For the most part, DeSantis has avoided frontal attacks, instead obliquely drawing a contrast with the soap-opera dramatics that tend to surround Team Trump.
Speaking at a Heritage Foundation event in April, for example, DeSantis said his administration in Florida had been able to avoid getting “consumed in petty controversy or drama or palace intrigue.”
But his attacks have grown sharper of late.
Recently, he affirmed his commitment to the six-week abortion ban he signed in Florida and complained Trump “won’t answer whether he would sign it or not.”
News also leaked this week of a call with donors on which DeSantis contended he could beat President Biden whereas Trump could not.
A New York Times reporter listened to the call and said DeSantis remarked only President Biden, Trump and himself were “credible” candidates to win the presidency in 2024.
“I think of those three, two have a chance to get elected president — Biden and me, based on all the data in the swing states, which is not great for the former president and probably insurmountable because people aren’t going to change their view of him,” DeSantis said, according to the Times.
Once the campaign gets underway in earnest, the key question will be how far DeSantis goes in ramping up those attacks — or whether he is reluctant to alienate the former president’s supporters.
How will he do on the campaign trail?
DeSantis’s entry into the race has been keenly expected for months.
But there is a long history of presidential candidates who fail to live up to the hype. Detractors of DeSantis cite GOP examples from recent presidential cycles including former Wisconsin Gov. Scott Walker, former Minnesota Gov. Tim Pawlenty and former Texas Gov. Rick Perry. All were considered formidable candidates on paper but failed to deliver once the real campaign began.
Complicating the issue further, DeSantis has the reputation of being socially awkward and uncomfortable with small talk — not fatal flaws in and of themselves but potentially perilous in key early states like Iowa and New Hampshire, where voters expect to see candidates up close and personal.
Beyond such superficial problems, DeSantis has made a couple of missteps in recent months. His minimization of the Russia-Ukraine war as a “territorial dispute” was the worst offender in that regard.
Make no mistake, DeSantis is a very serious candidate. But he can’t afford to misfire very often as he tries to defeat a rival who is the dominant figure in his party and leads in national polls by around 30 points.
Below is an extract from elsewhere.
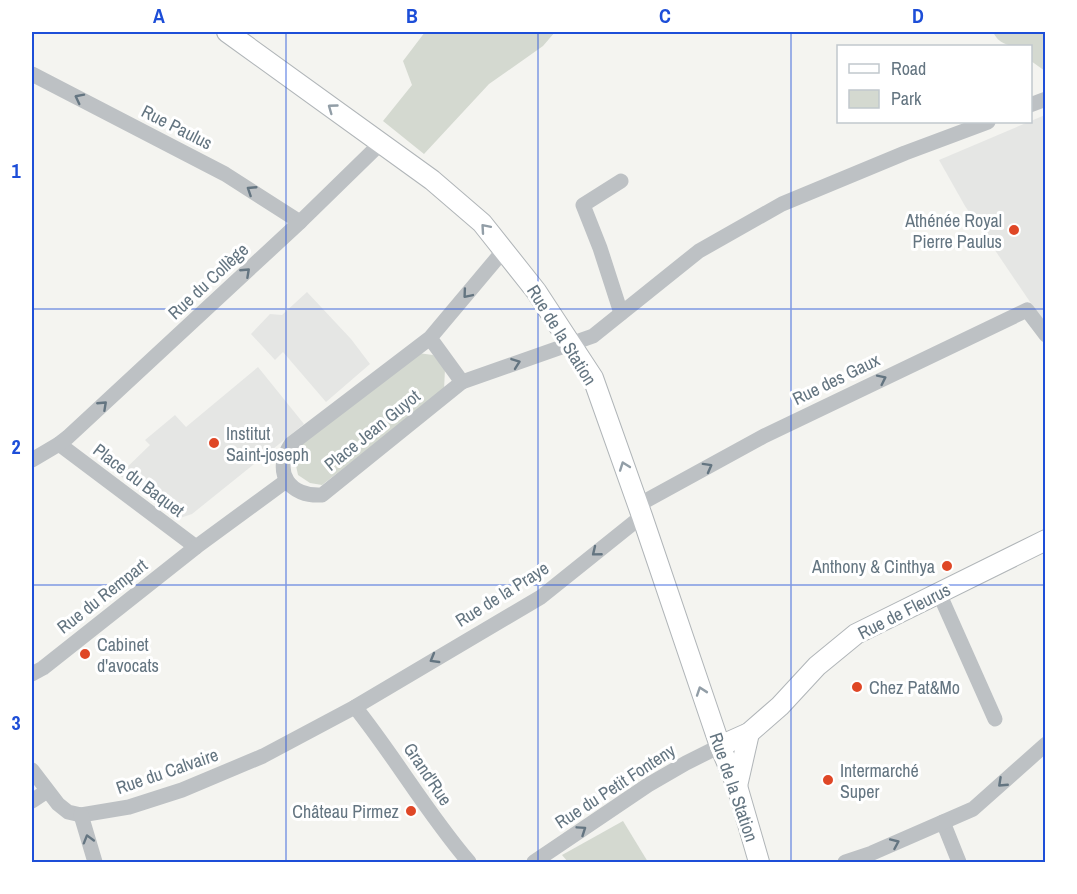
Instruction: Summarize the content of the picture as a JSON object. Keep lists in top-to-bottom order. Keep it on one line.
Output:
{"streets":{"main road":["Rue de la Station","Rue de Fleurus"],"street":["Rue Paulus","Rue du Collège","Rue des Gaux","Place Jean Guyot","Place du Baquet","Rue de la Praye","Rue du Rempart","Rue du Calvaire","Grand'Rue","Rue du Petit Fonteny"]},"crossings":[["Rue Paulus","Rue du Collège"],["Rue du Collège","Rue de la Station"],["Rue du Collège","Place du Baquet"],["Rue de la Station","Rue des Gaux"],["Rue de la Station","Place Jean Guyot"],["Rue de la Station","Rue de la Praye"],["Rue de la Station","Rue de Fleurus"],["Rue de la Station","Rue du Petit Fonteny"],["Rue des Gaux","Rue de la Praye"],["Place Jean Guyot","Rue du Rempart"],["Place du Baquet","Rue du Rempart"],["Rue de la Praye","Rue du Calvaire"],["Rue de la Praye","Grand'Rue"],["Rue de Fleurus","Rue du Petit Fonteny"],["Rue du Calvaire","Grand'Rue"]],"one_way":["Rue Paulus","Rue du Collège","Rue de la Station","Rue des Gaux","Rue de la Praye","Rue du Petit Fonteny"],"places":["Athénée Royal Pierre Paulus","Institut Saint-joseph","Anthony & Cinthya","Cabinet d'avocats","Chez Pat&Mo","Intermarché Super","Château Pirmez"],"legend":["Road","Park"],"grid":{"columns":["A","B","C","D"],"rows":["1","2","3"]}}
Do more donors come to his side, or leave it?
Months ago, DeSantis seemed to be picking up steam as the preferred candidate of Republican megadonors — or at least those who had grown cool to constant Trump-related drama.
Ken Griffin, the billionaire founder and CEO of the Citadel investment firm, was one early key booster.
CNN reported in February that investor Jeffrey Yass had given $2.5 million to DeSantis’s state political committee, while billionaire brothers Jude and Christopher Reyes had given $1 million apiece.
But there has been growing disquiet among donors more recently, especially after DeSantis’s backing of the six-week abortion ban in Florida — a position some in the GOP worry could be politically ruinous in a general election.
The New York Times reported Griffin had also been discomfited by DeSantis’s comments on the war in Ukraine and is keeping his options open.
It’s near certain that both Trump and DeSantis will have all the money they need for a prolonged primary battle.
But it would spell trouble for DeSantis if those influential megadonors started looking at other options entirely.
An unusual ad released this week by Virginia Gov. Glenn Youngkin (R) raised eyebrows in GOP circles.
The ad, notably presidential in tone and imagery, seemed to suggest Youngkin’s previous statements appearing to rule out a 2024 bid might be walked back.
Does his appetite for culture war battles help or hurt?
DeSantis has made himself into a national figure in large part by inserting himself into many of the nation’s most divisive topics.
He has leaped into debates over critical race theory, the teaching of sexuality and gender identity in schools, the curriculum of an Advanced Placement course in African American studies, book banning, and abortion.
Perhaps most famously of all, he is in a long-running feud — and high-stakes legal fight — with Disney. The corporation opposed the DeSantis-backed bill that barred instruction in schools on gender identity through the third grade.
DeSantis is fond of proclaiming Florida is “where woke goes to die!”
There is plainly an audience for that kind of politics, as the governor’s emphatic reelection win in November 2022 indicates.
But there is also a fear voters might be hesitant to defect from Trump toward a politician who seems to relish the same kind of abrasive interventions on the nation’s most sensitive topics.
What if he actually wins?
This is the problem DeSantis would love to have.
But it is a potential problem, nonetheless.
If DeSantis were to defeat Trump in the primaries, it seems extremely unlikely that the former president would concede in good grace.
Back in 2016, Trump suggested there was something nefarious afoot as soon as Sen. Ted Cruz (R-Texas) beat him in the Iowa caucuses.
If DeSantis were to be the nominee, he would face a plethora of dangers, including an independent Trump candidacy, a call from the former president to withhold support in the general election, or simply a decision by Trump supporters to stay home in November 2024.
None of them might happen. But any of them would likely doom DeSantis to defeat.